Nothing is further from the truth, and it is perhaps instructive to see why.

It all begins with the quantity $a(t)$ in the metric $d\tau^2=dt^2-a(t)^2dr^2$. This quantity is *a component of the metric*. That is to say, it characterizes how the gravitational field changes over time in this expanding universe.

True, it also happens to be a "scale factor" in the following sense: If this FLRW universe is a universe of dust particles (no pressure, equation of state $w=0$), then (and only then!) the average distance between particles will increase at the rate $a(t)$, and the density will be proportional to $a(t)^{-3}$.

However, no force is acting on any particle if it is at rest with respect to the isotropic reference frame. In fact, let us look at the geodesic equation:

$$\frac{d^2x^\mu}{d\tau^2}+\Gamma^{\mu}_{\alpha\beta}u^\alpha u^\beta=0.\tag{1}$$

Consider a particle at rest with respect to the isotropic reference frame: $u^t=1$, $u^r=0$. We find that all accelerations are identically zero.

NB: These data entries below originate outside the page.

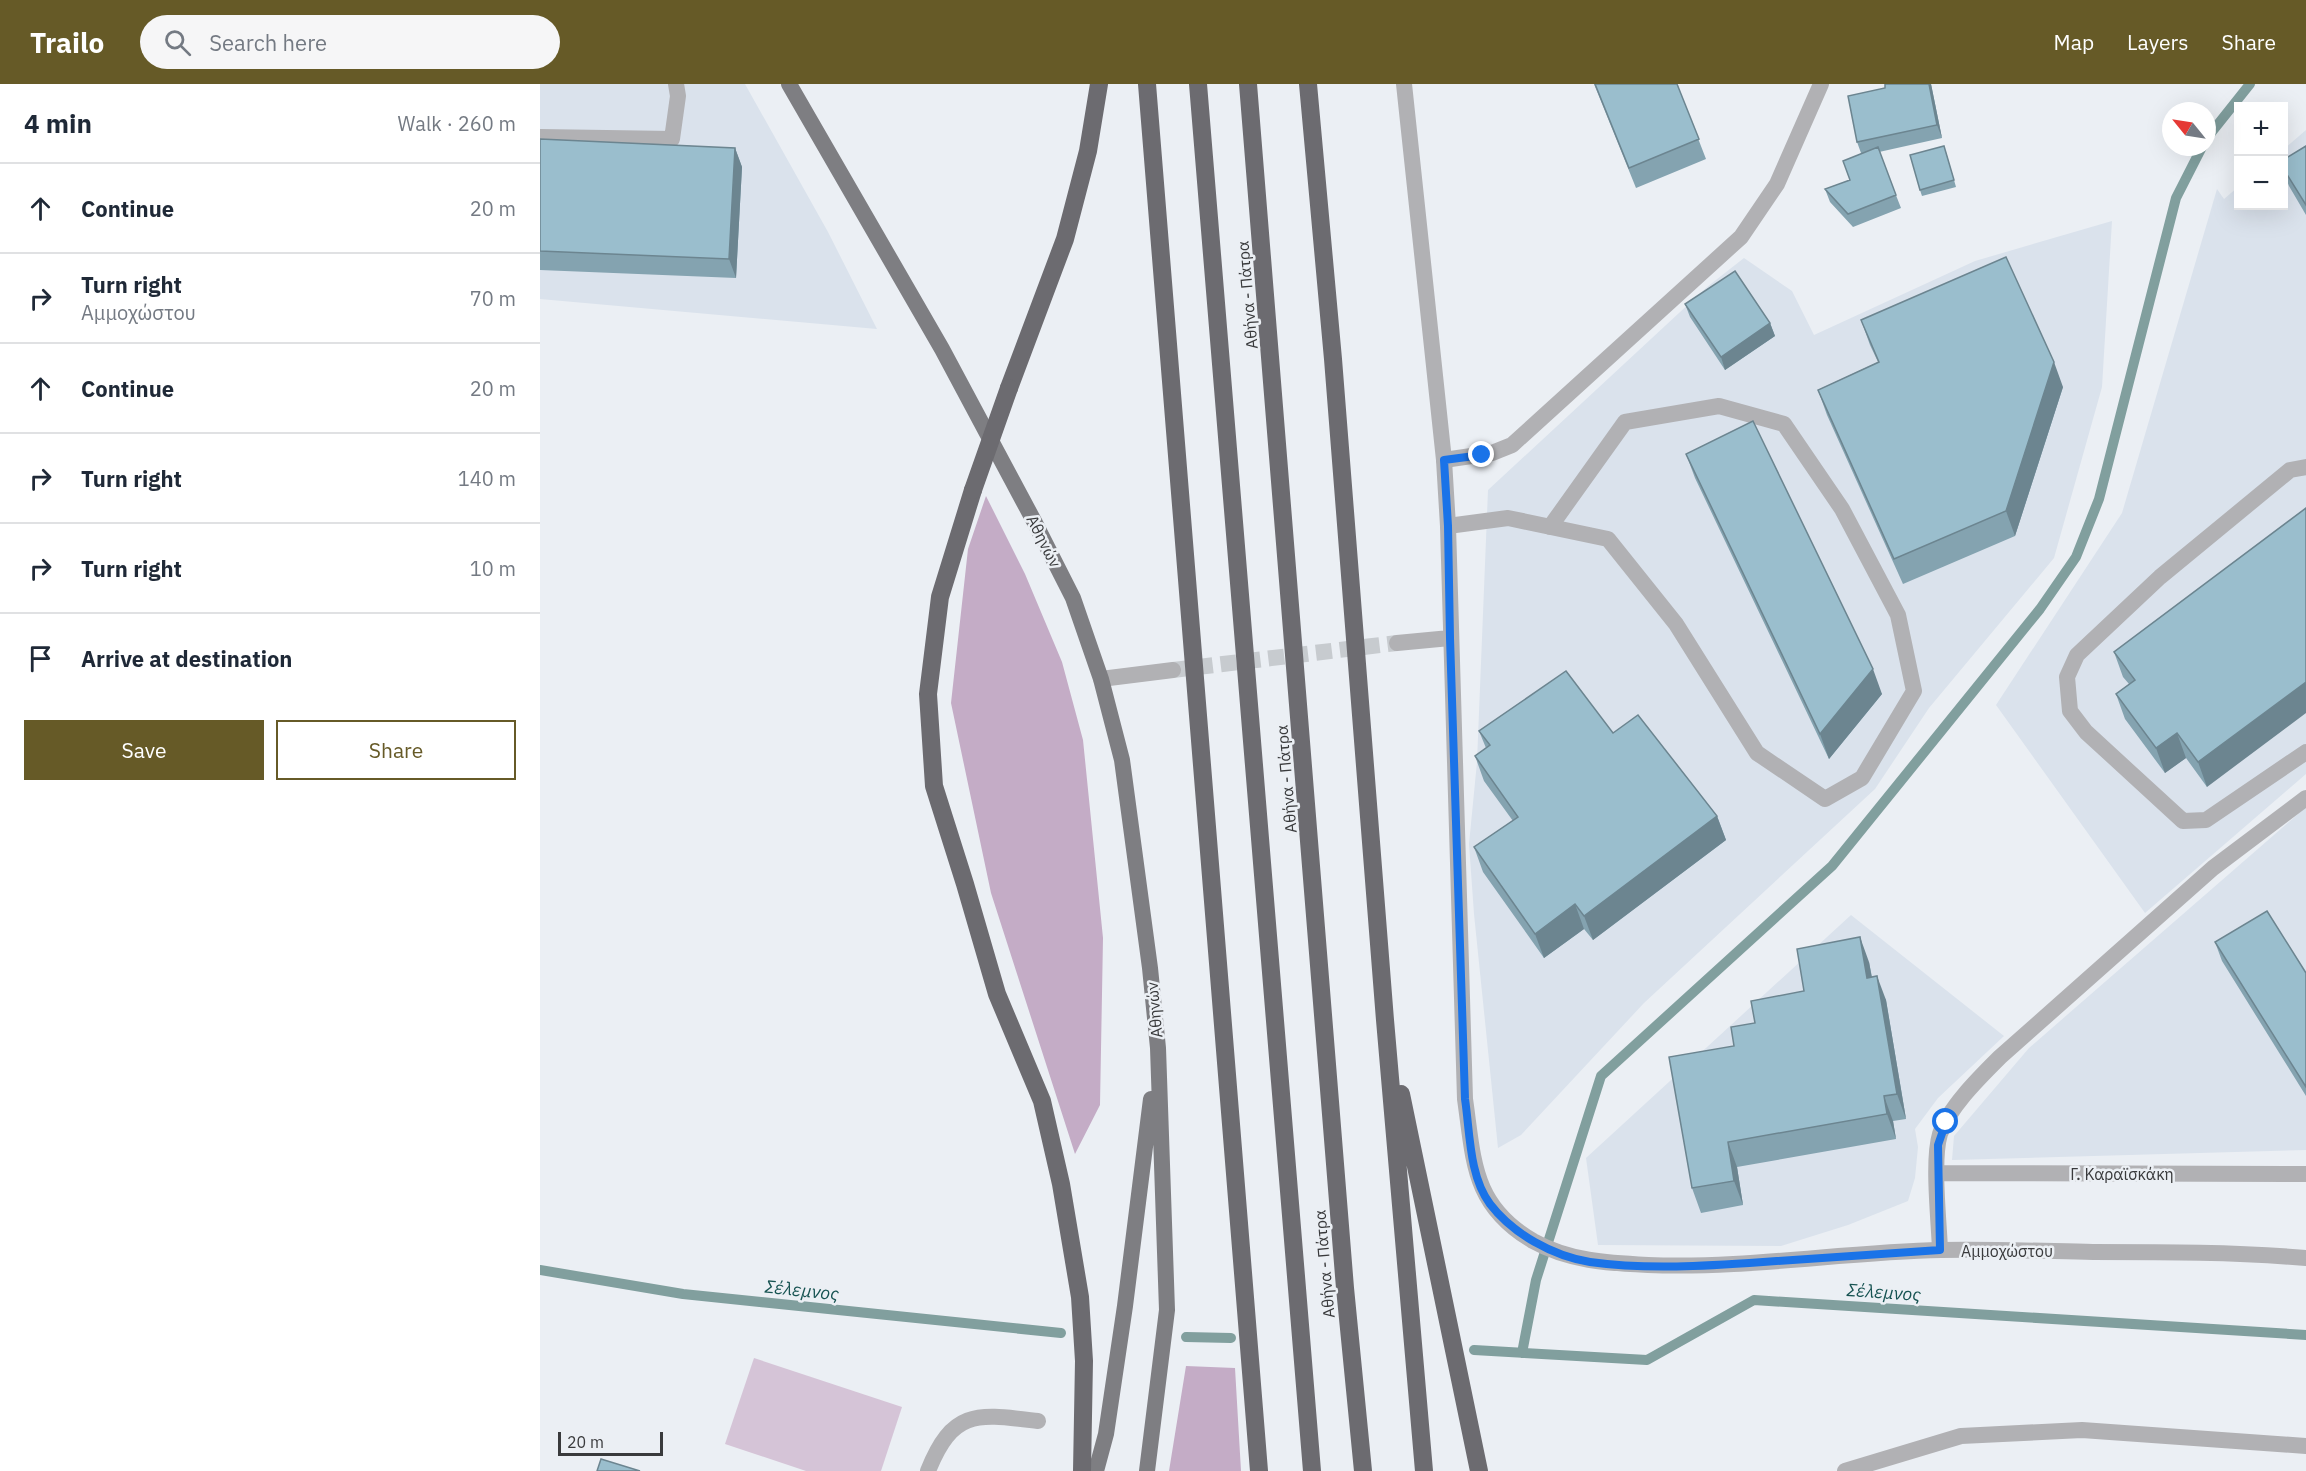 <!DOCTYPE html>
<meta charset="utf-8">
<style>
:root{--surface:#fff;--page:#f6f6f7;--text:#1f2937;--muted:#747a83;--line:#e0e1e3;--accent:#665a27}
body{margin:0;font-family:"IBM Plex Sans",sans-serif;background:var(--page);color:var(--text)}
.controls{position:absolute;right:18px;top:18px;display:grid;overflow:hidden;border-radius:0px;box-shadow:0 6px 24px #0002}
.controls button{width:54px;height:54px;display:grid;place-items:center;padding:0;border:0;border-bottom:2px solid var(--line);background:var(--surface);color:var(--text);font:30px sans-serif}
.compass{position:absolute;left:1622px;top:18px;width:54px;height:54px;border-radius:50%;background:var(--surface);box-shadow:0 6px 24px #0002;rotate:300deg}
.scale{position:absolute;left:18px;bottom:15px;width:105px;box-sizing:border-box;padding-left:6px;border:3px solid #393a3c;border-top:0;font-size:16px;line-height:21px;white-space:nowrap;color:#393a3c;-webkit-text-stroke:4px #ebeff4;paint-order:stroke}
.stop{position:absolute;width:18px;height:18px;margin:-14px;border:4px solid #1a73e8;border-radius:50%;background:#fff}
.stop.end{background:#1a73e8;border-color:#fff;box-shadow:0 2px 6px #0008}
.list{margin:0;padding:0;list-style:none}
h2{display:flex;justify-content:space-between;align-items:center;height:78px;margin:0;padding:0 24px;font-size:26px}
h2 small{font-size:20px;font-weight:400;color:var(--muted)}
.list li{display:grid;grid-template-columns:39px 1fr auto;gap:18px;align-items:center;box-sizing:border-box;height:90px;padding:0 24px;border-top:2px solid var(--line)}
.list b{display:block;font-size:22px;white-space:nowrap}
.list p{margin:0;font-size:20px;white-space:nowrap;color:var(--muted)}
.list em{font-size:20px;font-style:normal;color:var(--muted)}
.actions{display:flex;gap:12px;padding:18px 24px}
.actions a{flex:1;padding:14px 0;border:2px solid var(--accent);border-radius:0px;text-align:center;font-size:21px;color:var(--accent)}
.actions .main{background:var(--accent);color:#fff}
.icon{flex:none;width:33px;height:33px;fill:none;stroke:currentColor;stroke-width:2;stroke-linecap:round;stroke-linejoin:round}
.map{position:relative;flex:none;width:1766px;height:1387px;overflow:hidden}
header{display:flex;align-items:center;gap:36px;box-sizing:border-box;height:84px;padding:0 30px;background:var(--accent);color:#fff}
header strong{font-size:28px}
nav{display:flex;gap:33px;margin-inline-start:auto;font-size:21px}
.search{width:420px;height:54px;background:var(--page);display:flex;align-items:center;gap:15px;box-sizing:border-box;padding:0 21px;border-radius:33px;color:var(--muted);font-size:22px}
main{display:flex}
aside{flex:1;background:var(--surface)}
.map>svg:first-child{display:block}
</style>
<header>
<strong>Trailo</strong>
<div class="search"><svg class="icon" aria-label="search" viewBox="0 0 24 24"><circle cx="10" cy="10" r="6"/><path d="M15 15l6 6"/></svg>Search here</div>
<nav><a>Map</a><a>Layers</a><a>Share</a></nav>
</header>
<main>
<aside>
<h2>4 min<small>Walk · 260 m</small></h2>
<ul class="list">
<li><svg class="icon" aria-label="ahead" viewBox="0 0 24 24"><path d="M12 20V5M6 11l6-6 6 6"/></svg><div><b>Continue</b></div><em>20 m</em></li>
<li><svg class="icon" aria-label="right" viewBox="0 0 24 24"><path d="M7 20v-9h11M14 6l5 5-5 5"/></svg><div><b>Turn right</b><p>Αμμοχώστου</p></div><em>70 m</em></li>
<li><svg class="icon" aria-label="ahead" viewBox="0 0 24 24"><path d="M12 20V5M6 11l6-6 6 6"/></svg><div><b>Continue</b></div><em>20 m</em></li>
<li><svg class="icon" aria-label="right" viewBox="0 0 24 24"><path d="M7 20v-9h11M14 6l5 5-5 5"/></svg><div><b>Turn right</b></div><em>140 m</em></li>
<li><svg class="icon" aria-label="right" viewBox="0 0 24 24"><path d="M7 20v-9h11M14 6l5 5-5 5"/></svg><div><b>Turn right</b></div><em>10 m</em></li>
<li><svg class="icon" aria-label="arrive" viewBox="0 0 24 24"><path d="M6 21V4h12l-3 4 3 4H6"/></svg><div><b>Arrive at destination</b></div></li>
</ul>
<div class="actions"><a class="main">Save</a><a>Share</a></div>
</aside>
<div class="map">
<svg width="1766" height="1387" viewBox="0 0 1766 1387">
<rect width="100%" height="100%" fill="#ebeff4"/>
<!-- built -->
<path fill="#dae2ec" d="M0 0H205L288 148 337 245 0 215Z
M1766 46V690L1605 829 1456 621 1582 429 1677 105 1684 115 1698 103V122H1744V65Z
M1572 137 1562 303 1514 474 1389 624 1335 705 1104 919 981 1051 958 1064 934 830 929 760 937 678 948 406 1167 203 1204 174 1252 207 1274 251 1435 177Z
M1766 723V1066L1412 1076 1414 1052 1489 964Z
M1311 831 1464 952 1398 1014 1375 1045 1378 1063 1375 1094 1368 1117 1308 1141 1241 1162 1058 1161 1046 1074Z"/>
<!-- green -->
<path fill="#d5c4d7" d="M214 1274 362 1323 341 1387H266L185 1360Z"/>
<!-- forest -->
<path fill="#c4acc6" d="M446 412 485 490 522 578 543 656 563 854 560 1021 535 1070 451 809 411 619 428 465Z
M646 1282 695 1284 701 1387H629Z"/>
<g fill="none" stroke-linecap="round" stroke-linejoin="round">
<!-- stream -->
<path stroke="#819f9e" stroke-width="10" d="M1667 54 1710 0
M0 1186 143 1210 521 1249
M646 1253 691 1254
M934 1266 1107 1276 1214 1216 1766 1251
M982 1269 996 1196 1061 992 1292 782 1500 525 1536 473 1559 415 1636 114 1662 63"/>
<!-- tertiary-tunnel -->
<path stroke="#c7cbcf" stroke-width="16" stroke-dasharray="16 8" stroke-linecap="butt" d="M633 586 857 559"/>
<!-- service -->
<path stroke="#b1b1b4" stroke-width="16" d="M0 53 132 55 138 12 136 0
M1766 383 1750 386 1620 493 1537 571 1527 593 1530 627 1546 648 1643 737 1666 736 1766 668
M908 442 968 434 1068 455 1136 540 1217 669 1285 715 1322 694 1374 607 1358 531 1302 425 1244 340 1179 322 1085 338 1010 443
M1305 1387 1421 1352 1542 1346 1766 1362"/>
<!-- minor -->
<path stroke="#b1b1b4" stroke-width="16" d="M904 376 952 369 972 361 1201 153 1237 100 1281 0
M1397 1089 1766 1090
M1400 1166C1399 1137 1392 1076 1400 1050 1409 1023 1440 993 1460 973L1673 784 1766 714
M388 1387C413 1324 438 1330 498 1337"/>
<!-- tertiary -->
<path stroke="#b1b1b4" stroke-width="16" d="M864 0 904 376 908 442 925 1015C934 1077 932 1121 993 1157 1029 1177 1067 1179 1108 1181 1206 1185 1303 1168 1401 1166 1452 1165 1502 1167 1553 1168 1624 1168 1695 1168 1766 1174
M857 559 910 554
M561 595 633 586"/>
<!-- primary -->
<path stroke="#7e7e82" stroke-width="16" d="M249 0 402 265 495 439 533 514 561 595 582 676 610 884 618 964 627 1226 607 1387
M556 1387 566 1350 585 1222 611 1015"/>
<!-- motorway -->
<path stroke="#6c6b70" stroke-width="18" d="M607 0 719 1387
M658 0 772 1387
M708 0 805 1204 823 1387
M768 0 793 275 845 936 884 1387
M469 304 525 155 548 67 559 0
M433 406 400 513 388 610 394 702 425 800 457 910 502 1017 521 1100 540 1213 544 1277 542 1387
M861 1010 939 1387"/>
<!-- motorway-bridge -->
<path stroke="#6c6b70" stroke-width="18" d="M433 406 469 304"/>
</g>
<!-- wall -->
<path fill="#84a3b0" d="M1054 0H1137L1166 75 1096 104Z
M1345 0H1391L1402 54 1339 68 1361 124 1313 143 1290 118 1285 105 1310 96 1321 69 1317 58 1345 4Z
M0 55 195 64 202 83 196 194 0 186Z
M1766 62V131L1749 102 1743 87V76Z
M1406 68 1416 103 1382 112 1380 106Z
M1145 220 1230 239 1235 252 1185 286 1150 233Z
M1321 236 1523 303 1475 452 1363 500 1287 331 1278 306 1338 278 1330 261Z
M1146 370 1342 610 1289 675 1155 394Z
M1766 424 1667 703 1646 674 1625 689 1585 635 1576 610 1589 600 1583 593 1574 568Z
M939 647 1073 649 1177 732 1186 756 1053 856 1044 845 1004 874 943 788 934 763 973 737 944 697 935 672 946 664Z
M1675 858 1766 889V1012L1682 877Z
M1329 878 1332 893 1346 916 1366 1035 1353 1037 1356 1055 1197 1083 1203 1121 1161 1129 1152 1104 1194 962 1215 939 1264 907Z"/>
<!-- shaded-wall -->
<path fill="#6c8590" d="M1389 0H1391L1402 54 1397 41Z
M195 64 202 83 196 194 189 175Z
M1230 239 1235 252 1185 286 1181 273Z
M1514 278 1523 303 1475 452 1466 427Z
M1333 585 1342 610 1289 675 1280 650Z
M1766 598V629L1667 703 1658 678Z
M1637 649 1646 674 1625 689 1616 664Z
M1177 732 1186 756 1053 856 1044 832Z
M1035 820 1044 845 1004 874 995 850Z
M1320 853 1329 878 1336 918 1327 894Z
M1337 892 1346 916 1366 1035 1357 1010Z
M1344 1012 1353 1037 1356 1055 1347 1030Z
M1188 1058 1197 1083 1203 1121 1194 1097Z"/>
<!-- building -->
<path fill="#9abecd" stroke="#6c8590" stroke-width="1.5" d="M1055 0H1137L1159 55 1089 84Z
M1345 0H1389L1397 41 1317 58 1308 12 1345 4Z
M0 55 195 64 189 175 0 167Z
M1404 62 1414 96 1380 106 1370 71Z
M1766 62V121L1743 84V76Z
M1338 63 1356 111 1308 130 1285 105 1310 96 1303 77Z
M1466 173 1514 278 1466 427 1354 475 1278 306 1339 278 1321 236Z
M1195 187 1230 239 1181 273 1145 220Z
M1213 337 1333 585 1280 650 1146 370Z
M1766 424V598L1658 678 1637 649 1616 664 1576 610 1595 596 1574 568Z
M1026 587 1073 649 1098 631 1177 732 1044 832 1035 820 995 850 934 763 978 733 935 672 950 661 939 647Z
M1727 827 1766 889V1003L1675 858Z
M1320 853 1327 894 1337 892 1357 1010 1344 1012 1347 1030 1188 1058 1194 1097 1152 1104 1129 973 1194 962 1191 943 1215 939 1211 917 1264 907 1257 865Z
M61 1375 100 1387H57Z"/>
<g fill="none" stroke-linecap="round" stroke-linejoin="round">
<!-- route -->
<path stroke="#1a73e8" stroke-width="8" d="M942 371 904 376 908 442 910 554 925 1015C930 1048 929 1092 950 1120 973 1150 1013 1172 1050 1178 1107 1186 1166 1182 1223 1178 1282 1174 1341 1170 1400 1166L1398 1061 1406 1038"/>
</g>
<g text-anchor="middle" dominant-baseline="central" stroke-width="5" stroke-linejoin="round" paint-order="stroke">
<!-- street labels -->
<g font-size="16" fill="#393a3c" stroke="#ebeff4">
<text transform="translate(707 211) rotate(-95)">Αθήνα - Πάτρα</text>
<text transform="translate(504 457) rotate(63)">Αθηνών</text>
<text transform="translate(746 695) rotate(-95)">Αθήνα - Πάτρα</text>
<text transform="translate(614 926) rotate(-95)">Αθηνών</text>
<text x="1582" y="1090">Γ. Καραϊσκάκη</text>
<text x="1467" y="1167">Αμμοχώστου</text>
<text transform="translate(784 1180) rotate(-95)">Αθήνα - Πάτρα</text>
</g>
<!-- water labels -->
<g font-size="18" font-style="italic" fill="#175352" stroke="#ebeff4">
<text transform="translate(262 1206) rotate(6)">Σέλεμνος</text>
<text transform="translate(1344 1208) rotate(4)">Σέλεμνος</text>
</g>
</g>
</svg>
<div class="controls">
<button>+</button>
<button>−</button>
</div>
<svg class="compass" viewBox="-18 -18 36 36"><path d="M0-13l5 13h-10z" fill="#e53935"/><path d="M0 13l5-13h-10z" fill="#747a83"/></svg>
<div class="scale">20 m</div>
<div class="stop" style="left:1406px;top:1038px"></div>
<div class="stop end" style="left:942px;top:371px"></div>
</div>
</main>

The geodesic equations for a particle moving with velocity $u^r=dr/d\tau=v$, however, become

$$\begin{align}

\frac{d^2t}{d\tau^2}&=-a^2Hv^2,\tag{2}\\

\frac{d^2r}{d\tau^2}&=-2H\frac{dt}{d\tau}v,\tag{3}\end{align}$$

where $H=\dot{a}/a$ is the Hubble parameter. Given $H=2/3(1+w)t$ and $a=t^{2/3(1+w)}$ (with suitable choices for the beginning of time $t_0$ and the unit of time), we have

$$\begin{align}

\frac{d^2t}{d\tau^2}&=-\frac{2}{3(1+w)}t^{(1-3w)/(3+3w)}v^2,\tag{4}\\

\frac{d^2r}{d\tau^2}&=-\frac{4}{3(1+w)t}\frac{dt}{d\tau}v,\tag{5}\end{align}$$

or

$$\begin{align}\frac{d^2t}{d\tau^2}&=-\frac{2}{3(1+w)}t^{(1-3w)/(3+3w)}v^2,\tag{6}\\

\frac{dv}{d\tau}&=-\frac{4}{3(1+w)t}\frac{dt}{d\tau}v.\tag{7}\end{align}$$

Equation (7) is easily rewritten as

$$\begin{align}

\frac{1}{v}\frac{dv}{d\tau}&=-\frac{4}{3(1+w)t}\frac{dt}{d\tau},\tag{8}\\

\frac{d(\log v)}{d\tau}&=-\frac{4}{3(1+w)}\frac{d(\log t)}{d\tau},\tag{9}\\

\log v&=-\frac{4}{3+3w}\log t+\log C,\tag{10}\\

v&=Ct^{-4/(3+3w)},\tag{11}\end{align}$$

which leads to (6) in the form

$$\frac{d^2t}{d\tau^2}=-\frac{2}{3+3w}C^2t^{-(7+3w)/(3+3w)}.\tag{12}$$

Not very useful, mind you, but this is just a characterization of time dilation, after all.

No, the important equation is (11), which tells us how the speed of the particle decreases over time. It's not a force: It is a result of the particle moving ever closer to a location in space where its velocity matches the velocity of the comoving frame, in which the universe appears isotropic.